YOUR TASK →
Return all entries precisely as they stand, without the images.

GIVEN RECORDS →
□ □ □

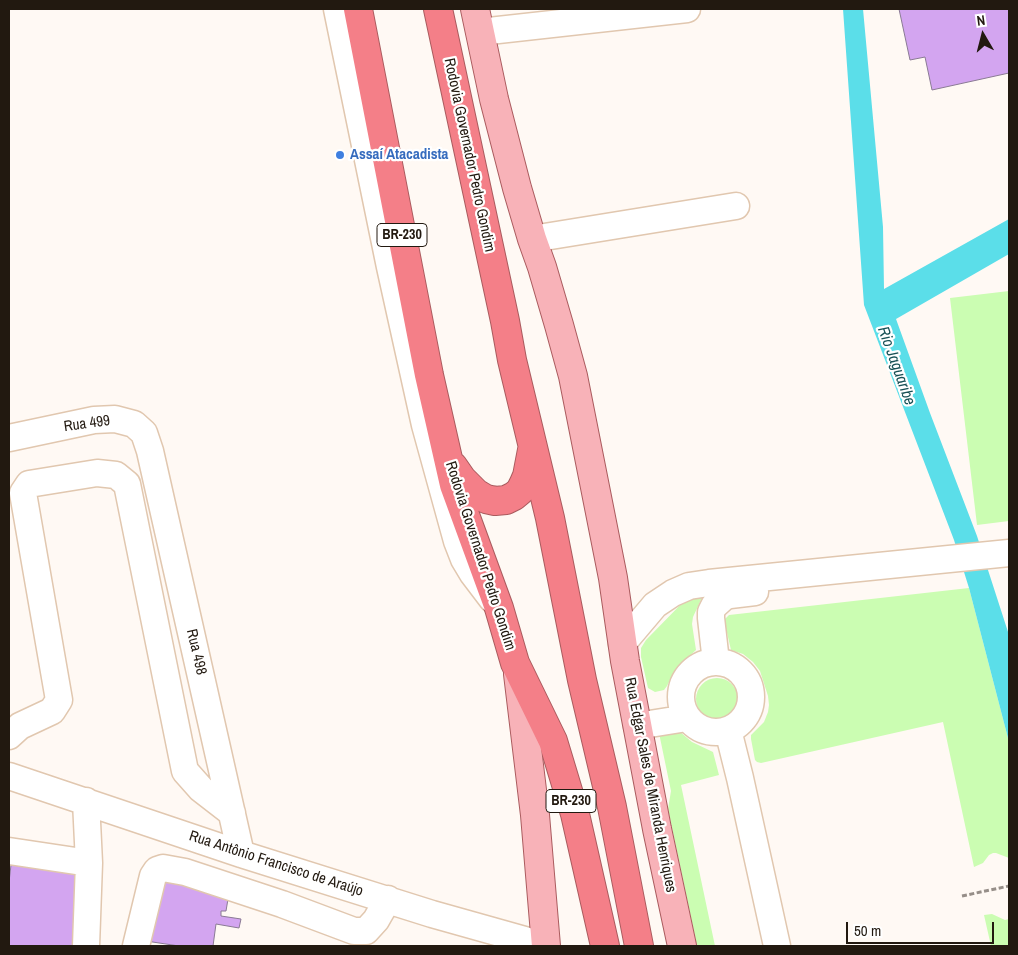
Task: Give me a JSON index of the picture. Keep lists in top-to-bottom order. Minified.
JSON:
{"streets":{"highway":["Rodovia Governador Pedro Gondim","BR-230"],"main road":["Rua Edgar Sales de Miranda Henriques"],"street":["Rua 499","Rua 498","Rua Antônio Francisco de Araújo"]},"crossings":[["Rua 499","Rua 498"],["Rua 498","Rua Antônio Francisco de Araújo"]],"water":["Rio Jaguaribe"],"places":["Assaí Atacadista"],"scale_bar":"50 m","north":"top"}
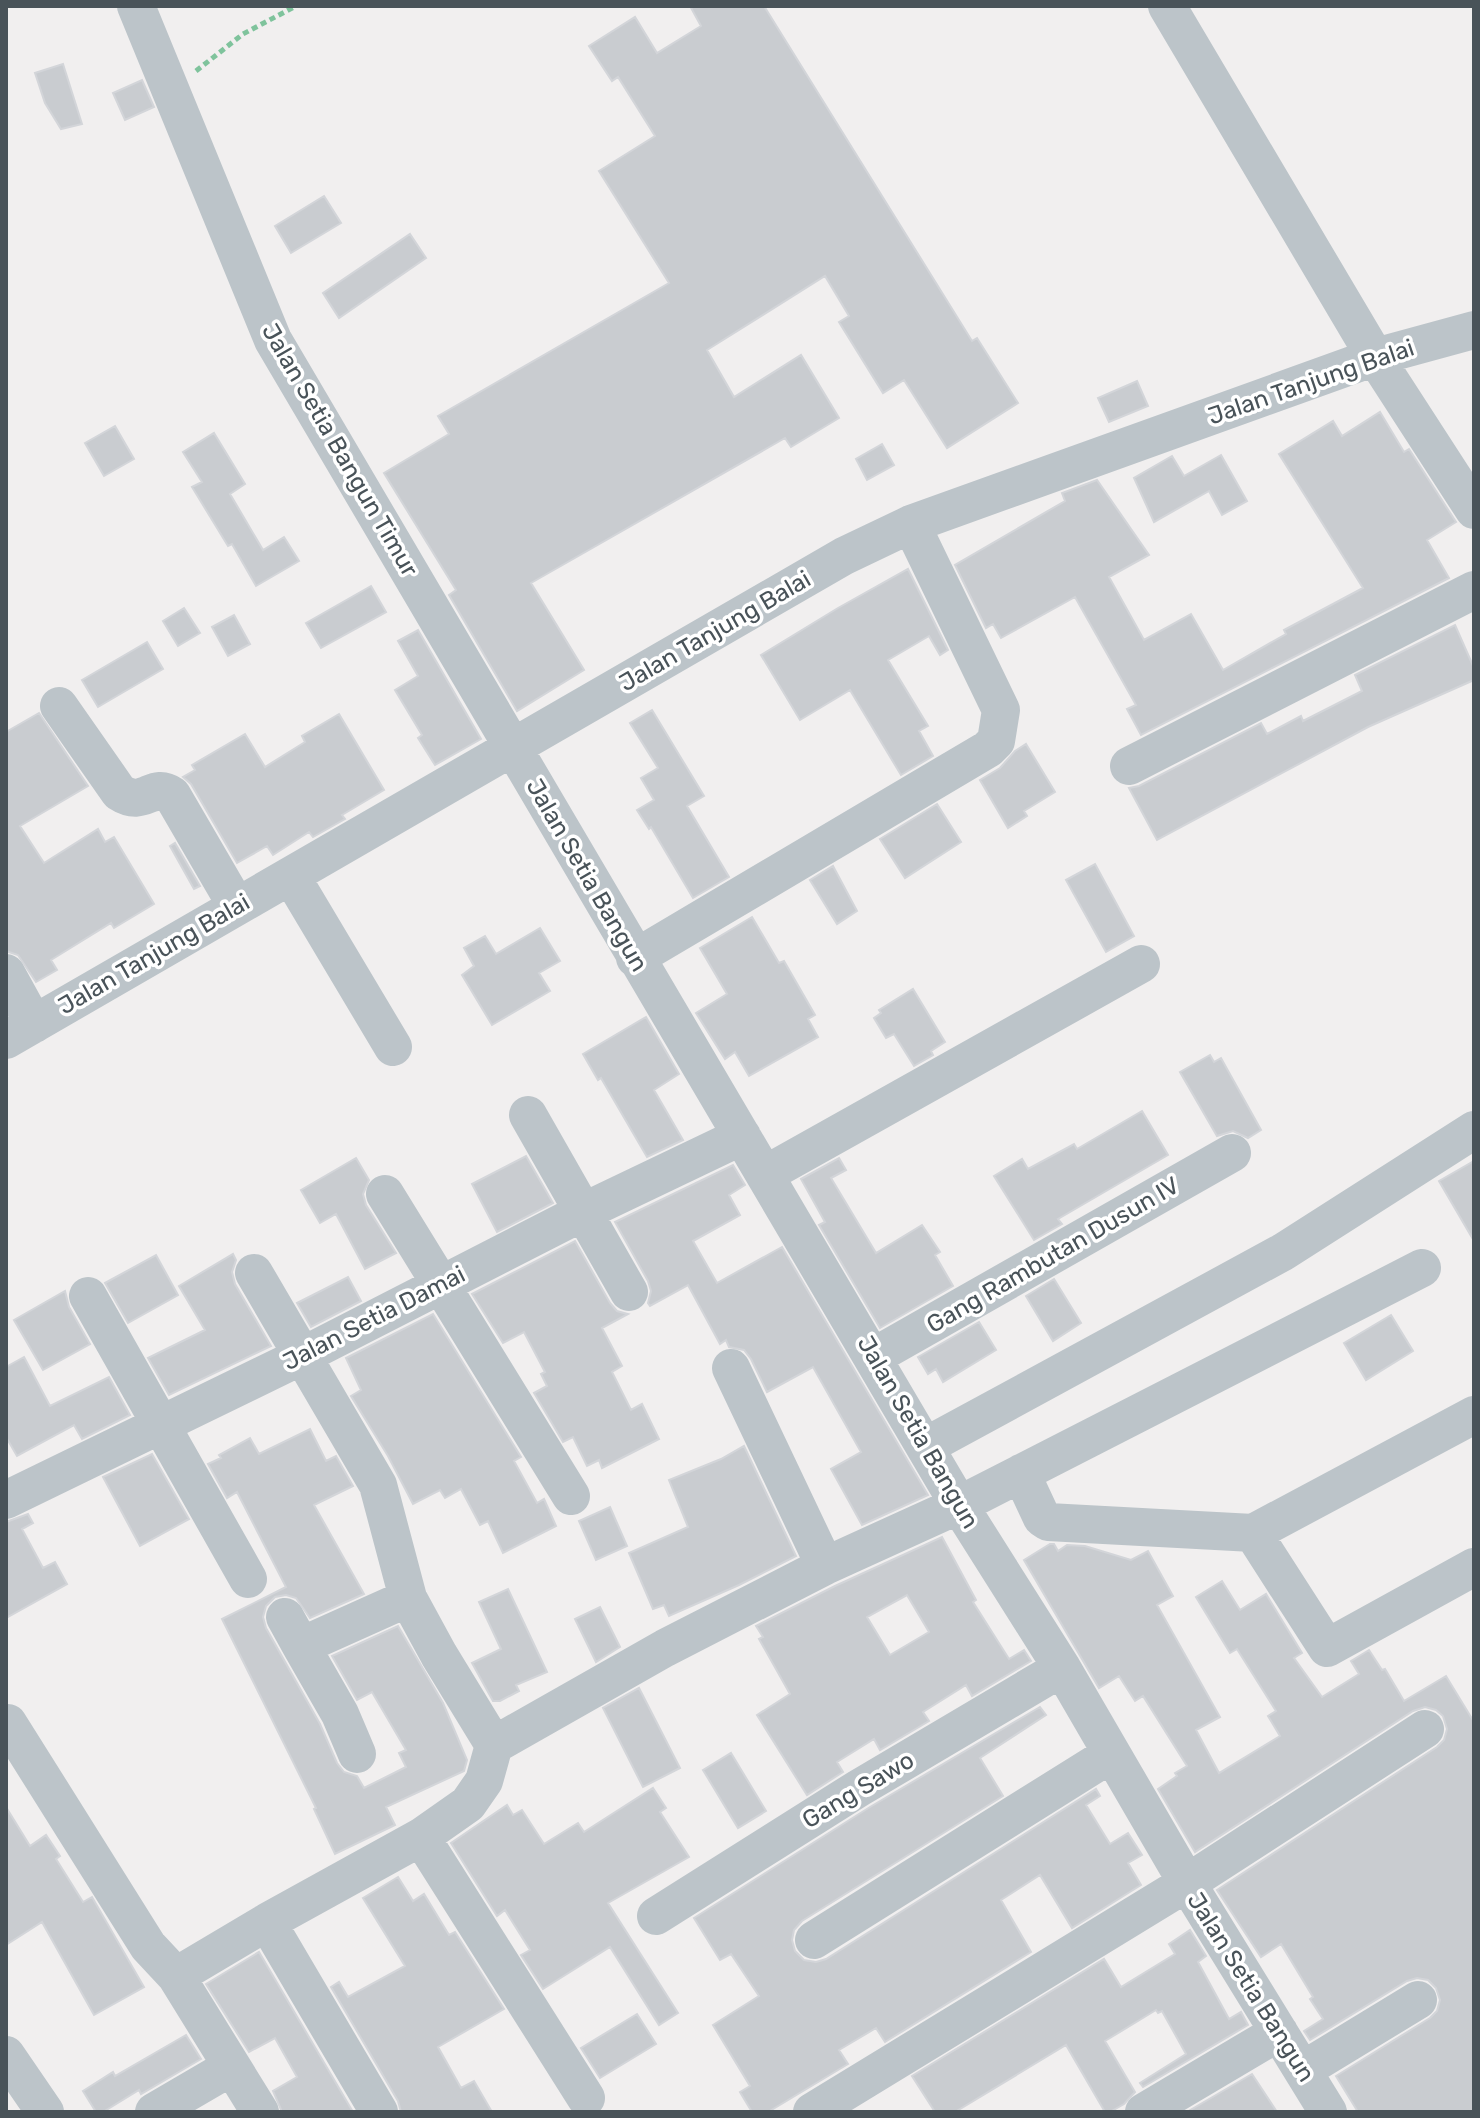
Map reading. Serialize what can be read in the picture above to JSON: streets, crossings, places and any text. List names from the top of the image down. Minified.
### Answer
{"streets":{"street":["Jalan Tanjung Balai","Jalan Setia Bangun Timur","Jalan Setia Bangun","Gang Rambutan Dusun IV","Jalan Setia Damai","Gang Sawo"]},"crossings":[["Jalan Tanjung Balai","Jalan Setia Bangun Timur"],["Jalan Tanjung Balai","Jalan Setia Bangun"],["Jalan Setia Bangun Timur","Jalan Setia Bangun"],["Jalan Setia Bangun","Gang Rambutan Dusun IV"],["Jalan Setia Bangun","Jalan Setia Damai"],["Jalan Setia Bangun","Gang Sawo"]]}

□ □ □

RESULT →
Task: Give me a JSON index of the picture. Keep lists in top-to-bottom order. Minified.
JSON:
{"streets":{"highway":["Rodovia Governador Pedro Gondim","BR-230"],"main road":["Rua Edgar Sales de Miranda Henriques"],"street":["Rua 499","Rua 498","Rua Antônio Francisco de Araújo"]},"crossings":[["Rua 499","Rua 498"],["Rua 498","Rua Antônio Francisco de Araújo"]],"water":["Rio Jaguaribe"],"places":["Assaí Atacadista"],"scale_bar":"50 m","north":"top"}
Map reading. Serialize what can be read in the picture above to JSON: streets, crossings, places and any text. List names from the top of the image down. Minified.
### Answer
{"streets":{"street":["Jalan Tanjung Balai","Jalan Setia Bangun Timur","Jalan Setia Bangun","Gang Rambutan Dusun IV","Jalan Setia Damai","Gang Sawo"]},"crossings":[["Jalan Tanjung Balai","Jalan Setia Bangun Timur"],["Jalan Tanjung Balai","Jalan Setia Bangun"],["Jalan Setia Bangun Timur","Jalan Setia Bangun"],["Jalan Setia Bangun","Gang Rambutan Dusun IV"],["Jalan Setia Bangun","Jalan Setia Damai"],["Jalan Setia Bangun","Gang Sawo"]]}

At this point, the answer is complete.